* **ASSIGNMENT**
Copy each line of the entries beneath that contains the word "center".

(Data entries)
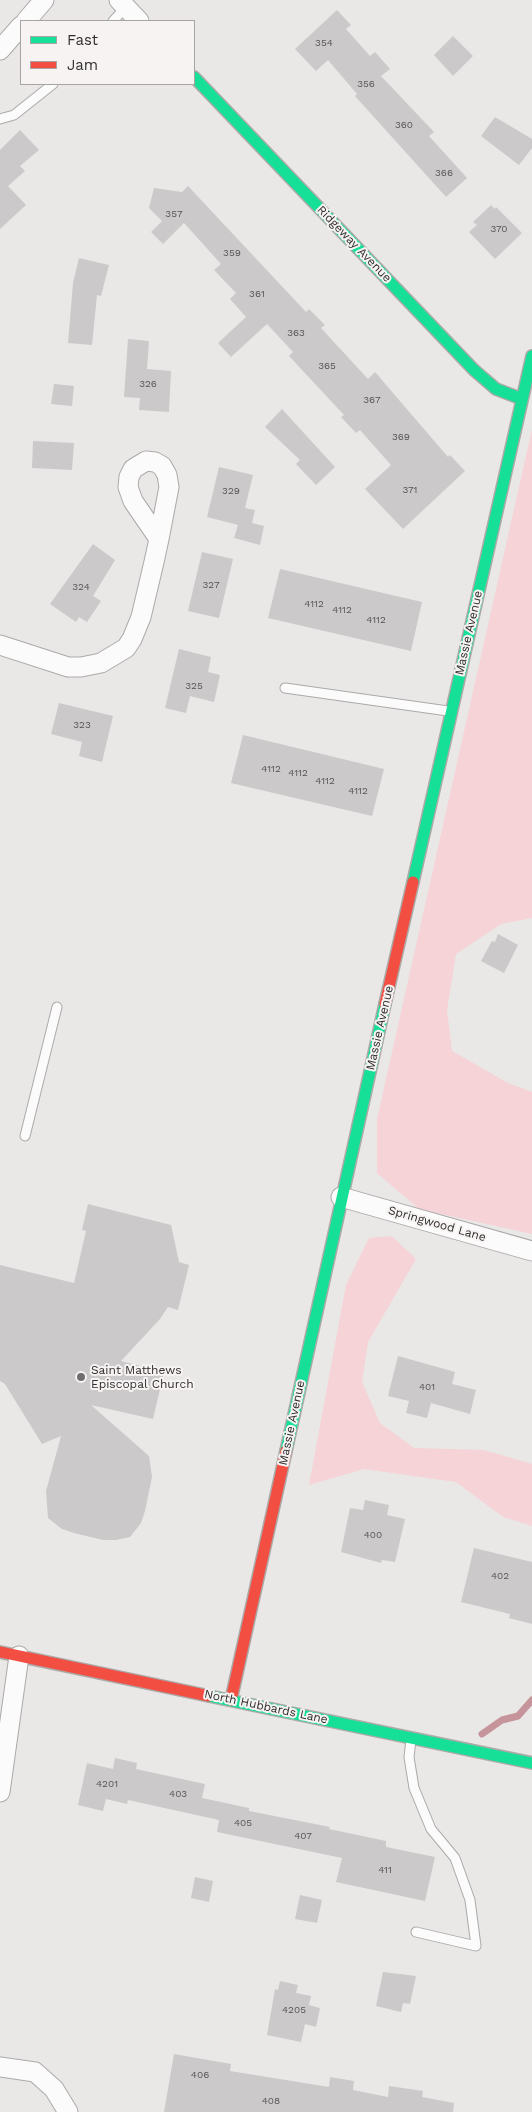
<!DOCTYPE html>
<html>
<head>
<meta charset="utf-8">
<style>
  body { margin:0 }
  #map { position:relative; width:532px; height:2112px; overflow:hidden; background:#eae7e7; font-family:"Work Sans",sans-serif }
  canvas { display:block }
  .legend { position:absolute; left:20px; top:20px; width:175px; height:65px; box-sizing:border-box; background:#f8f3f3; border:1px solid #a8a4a4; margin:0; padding:6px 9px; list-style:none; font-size:15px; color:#2f2e2e }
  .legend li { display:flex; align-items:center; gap:10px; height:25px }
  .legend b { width:25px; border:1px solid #a8a4a4 }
</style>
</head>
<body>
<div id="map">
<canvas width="532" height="2112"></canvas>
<ul class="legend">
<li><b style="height:6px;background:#16e098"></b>Fast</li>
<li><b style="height:6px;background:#f24e42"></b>Jam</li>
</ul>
</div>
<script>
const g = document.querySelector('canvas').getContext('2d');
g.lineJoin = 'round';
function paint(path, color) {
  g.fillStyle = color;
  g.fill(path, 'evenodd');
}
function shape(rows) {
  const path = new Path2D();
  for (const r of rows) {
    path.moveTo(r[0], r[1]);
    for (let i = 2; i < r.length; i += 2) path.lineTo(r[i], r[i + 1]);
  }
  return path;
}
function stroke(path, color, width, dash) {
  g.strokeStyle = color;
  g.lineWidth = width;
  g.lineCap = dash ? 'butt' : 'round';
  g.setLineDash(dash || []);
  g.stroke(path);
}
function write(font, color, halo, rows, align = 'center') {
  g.font = font + ' "Work Sans",sans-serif';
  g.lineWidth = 4;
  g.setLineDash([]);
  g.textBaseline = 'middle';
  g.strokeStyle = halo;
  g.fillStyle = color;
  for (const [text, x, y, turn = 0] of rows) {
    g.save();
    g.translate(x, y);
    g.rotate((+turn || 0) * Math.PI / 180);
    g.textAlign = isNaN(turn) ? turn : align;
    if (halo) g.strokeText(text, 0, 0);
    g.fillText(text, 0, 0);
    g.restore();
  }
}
const green = shape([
  [532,429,532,918,501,924,456,954,447,1010,452,1051,508,1083,532,1092,532,1234,419,1209,377,1173,377,1119],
  [392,1236,416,1259,368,1342,362,1382,380,1423,414,1448,484,1450,532,1464,532,1526,503,1517,456,1482,364,1469,309,1485,346,1285,369,1238]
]);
const stream = shape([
  [482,1734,502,1720,518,1716,532,1700]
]);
const building = shape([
  [337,10,351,25,346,29,370,56,375,52,390,69,381,76,434,132,429,136,467,178,446,197,355,96,357,94,328,60,316,71,295,49],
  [453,36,473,56,453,76,434,55],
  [495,117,532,139,532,148,519,165,481,136],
  [20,130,39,150,20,166,25,171,8,186,26,205,0,229,0,150],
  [188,186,306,312,309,309,325,325,321,328,368,379,375,372,448,457,450,455,465,471,403,529,365,489,391,465,360,430,356,433,341,417,344,415,289,356,293,352,267,324,231,357,218,343,246,317,230,299,236,293,214,270,221,264,184,223,163,244,151,232,162,221,149,208,154,188,182,192],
  [491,205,495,209,496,207,522,233,495,259,469,232,477,225,473,222],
  [79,258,109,265,101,296,97,295,92,345,68,343,73,283],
  [128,339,149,341,147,369,171,371,169,412,139,410,140,398,124,397],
  [54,384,74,386,72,406,51,404],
  [282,409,335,467,316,485,296,464,300,460,265,427],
  [33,441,74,443,72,470,32,468],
  [219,467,253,475,245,508,255,510,252,523,264,526,260,545,234,538,238,525,207,517],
  [93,544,115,560,93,596,101,601,87,622,79,617,76,622,50,604],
  [202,552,233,559,219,618,188,611],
  [280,569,422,602,411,651,268,618],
  [179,649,211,657,208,672,220,675,214,702,190,696,186,713,165,708],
  [59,703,113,716,102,762,79,756,82,742,51,734],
  [243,735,384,769,372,816,231,783],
  [498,934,518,945,504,973,481,961,492,941,495,942],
  [88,1204,171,1225,179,1262,189,1265,178,1310,168,1307,160,1319,121,1361,164,1372,153,1419,91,1405,149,1456,152,1477,145,1511,141,1523,130,1537,116,1540,103,1540,74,1533,62,1529,48,1518,46,1491,61,1436,42,1444,5,1384,0,1381,0,1265,74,1283,86,1231,82,1230],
  [398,1356,455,1372,452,1384,476,1390,470,1414,431,1403,427,1418,406,1413,409,1401,388,1396],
  [365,1500,389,1505,387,1515,405,1519,395,1562,382,1560,381,1563,341,1552,350,1508,363,1510],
  [474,1548,532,1562,532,1624,509,1618,510,1614,461,1602],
  [115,1758,137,1763,136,1769,205,1784,202,1798,249,1808,249,1811,330,1827,329,1829,386,1841,386,1847,435,1857,425,1901,336,1882,342,1858,217,1832,219,1820,128,1800,127,1804,106,1799,103,1811,78,1805,87,1763,113,1769],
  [195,1877,213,1881,209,1902,191,1898],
  [300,1895,322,1900,317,1923,295,1919],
  [383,1972,416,1976,410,2004,403,2003,401,2012,376,2006],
  [280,1981,298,1985,296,1993,311,1996,309,2005,320,2008,316,2027,305,2024,301,2042,267,2035,275,1989,278,1990],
  [174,2054,231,2064,230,2071,329,2087,330,2077,354,2081,353,2090,388,2097,389,2086,423,2091,422,2097,454,2103,453,2112,164,2112]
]);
const lane = shape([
  [113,21,126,7],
  [0,119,14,115,53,84],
  [285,688,448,711],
  [25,1136,57,1007],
  [411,1740,409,1757,414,1788,431,1829,455,1858,470,1900,476,1946,416,1932]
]);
const street = shape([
  [119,0,139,21],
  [26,21,44,0],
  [0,50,21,26],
  [0,645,68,667,81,667,101,663,126,648,132,639,141,617,154,562,159,539,169,487,167,475,162,466,155,462,146,461,133,469,129,477,128,487,133,501,159,539],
  [341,1197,532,1251],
  [0,1792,19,1656],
  [0,2067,35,2072,54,2089,68,2112]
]);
const fast = shape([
  [194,77,474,370,496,389,522,399],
  [413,882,532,356],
  [286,1451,385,1004],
  [209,1696,532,1763]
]);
const jam = shape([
  [385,1004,413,882],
  [0,1652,209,1696],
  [231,1700,286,1451]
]);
const markers = [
  [81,1377,5,"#706f6f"]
];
const numberNames = [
  ["354",324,43],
  ["356",366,84],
  ["360",404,125],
  ["366",444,173],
  ["357",174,214],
  ["370",499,229],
  ["359",232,253],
  ["361",257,294],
  ["363",296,333],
  ["365",327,366],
  ["326",148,384],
  ["367",372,400],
  ["369",401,437],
  ["371",410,490],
  ["329",231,491],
  ["327",211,585],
  ["324",81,587],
  ["4112",314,604],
  ["4112",342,610],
  ["4112",376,620],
  ["325",194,686],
  ["323",82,725],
  ["4112",271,769],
  ["4112",298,773],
  ["4112",325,781],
  ["4112",358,791],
  ["401",427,1387],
  ["400",373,1535],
  ["402",500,1576],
  ["4201",107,1784],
  ["403",178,1794],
  ["405",243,1823],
  ["407",303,1836],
  ["411",385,1870],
  ["4205",294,2010],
  ["406",200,2075],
  ["408",271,2101]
];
const streetNames = [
  ["Ridgeway Avenue",354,244,46],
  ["Massie Avenue",469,633,-77],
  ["Massie Avenue",380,1028,-77],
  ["Springwood Lane",437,1224,16],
  ["Massie Avenue",292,1423,-78],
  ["North Hubbards Lane",266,1707,12]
];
const poiNames = [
  ["Saint Matthews",91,1370],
  ["Episcopal Church",91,1384]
];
paint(green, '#f5d3d6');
stroke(stream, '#c6959b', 7);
paint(building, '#cbc9c9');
stroke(lane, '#aca9a9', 11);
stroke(street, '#aca9a9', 21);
stroke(fast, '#aca9a9', 14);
stroke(jam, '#aca9a9', 14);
stroke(lane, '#fcfbfb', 9);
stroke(street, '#fcfbfb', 19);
stroke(fast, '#16e098', 11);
stroke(jam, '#f24e42', 11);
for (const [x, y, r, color] of markers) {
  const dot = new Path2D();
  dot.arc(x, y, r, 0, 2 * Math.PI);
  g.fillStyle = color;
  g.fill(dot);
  stroke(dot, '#f8f3f3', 2);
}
write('10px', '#565555', null, numberNames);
write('12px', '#2f2e2e', '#f8f3f3', streetNames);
write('12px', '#2f2e2e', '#f8f3f3', poiNames, 'left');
</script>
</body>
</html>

* **EXERCISE RESPONSE**
  .legend li { display:flex; align-items:center; gap:10px; height:25px }
function write(font, color, halo, rows, align = 'center') {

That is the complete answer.